- Episode no.: Season 1 Episode 18
- Directed by: Michael Lange
- Written by: Chris Carter; Howard Gordon;
- Production code: 1X17
- Original air date: March 18, 1994
- Running time: 45 minutes

Guest appearances
- R. D. Call as Sheriff Maurice Daniels; Scott Bairstow as Samuel Hartley; George Gerdes as Reverend Calvin Hartley; Dennis Lipscomb as Leonard Vance;

Episode chronology
| ← Previous "E.B.E." | Next → "Shapes" |
- The X-Files season 1

= Miracle Man (The X-Files) =

"Miracle Man" is the eighteenth episode of the first season of the American science fiction television series The X-Files, premiering on the Fox network on March 18, 1994. It was written by Howard Gordon and series creator Chris Carter, directed by Michael Lange, and featured guest appearances by R. D. Call and Scott Bairstow. The episode is a "Monster-of-the-Week" story, unconnected to the series' wider mythology, although plot elements relate to the abduction of Mulder's sister Samantha. It is one of several season one episodes that establish the centrality of the childhood trauma to Mulder's character. "Miracle Man" earned a Nielsen household rating of 7.5, being watched by 7.1 million households in its initial broadcast; and received mixed reviews from critics.

The show centers on FBI agents Fox Mulder (David Duchovny) and Dana Scully (Gillian Anderson) who work on cases linked to the paranormal, called X-Files. When Mulder and Scully receive a video tape of a faith healer whose latest patient died mysteriously, the agents come to believe the healer's ministry may be covering up several murders.

"Miracle Man" was the first episode of The X-Files written by Gordon without the aid of his long-term collaborator Alex Gansa. Carter helped Gordon flesh out the details of the episode. Exterior shots for the episode were filmed on location in Steveston, British Columbia, Canada, which had previously been used in the earlier first season episode "Gender Bender".

== Plot ==
In 1983, a young boy, Samuel Hartley, appears at the scene of a car accident and pushes his way past an emergency crew. He opens a body bag and commands the severely burnt cadaver inside to "rise up and heal." Samuel's father, Calvin, convinces a fireman to let him continue. The body inside the bag comes alive, grabbing Samuel's hand.

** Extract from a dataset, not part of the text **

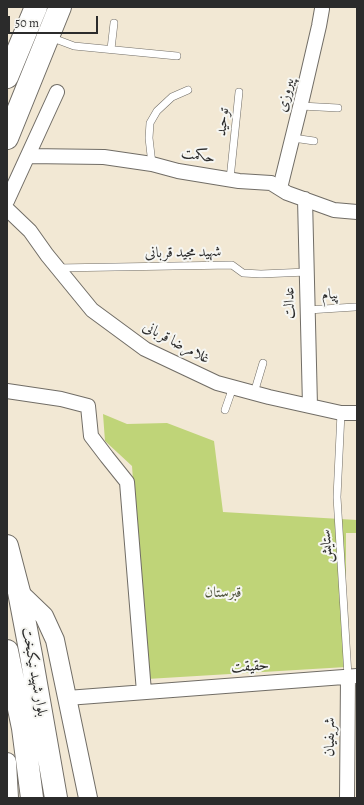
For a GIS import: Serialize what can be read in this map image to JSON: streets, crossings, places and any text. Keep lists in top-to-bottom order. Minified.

Eleven years later, Dana Scully shows Fox Mulder a videotape of a religious service led by the now-grown Samuel (Scott Bairstow), who has become an evangelical faith healer for a ministry run by Calvin. The video shows a supposed healing which later left the follower dead. The agents travel to Clarksville, Tennessee, where they attend a service featuring an enthusiastic sermon by Leonard Vance, the man whom Samuel raised from the dead a decade earlier. The agents learn from Calvin that Samuel has gone missing.

Samuel eventually turns up drunk at a local bar, his faith shaken by the death. He is taken into custody. The agents doubt his ability, but he is able to convince Mulder that he knows the latter has lost a sister—Samantha—at a young age. Mulder has been seeing visions of Samantha, and continues to see them. At Samuel's bail hearing, the courtroom fills with a swarm of locusts, which Samuel claims is a sign of God's wrath against him.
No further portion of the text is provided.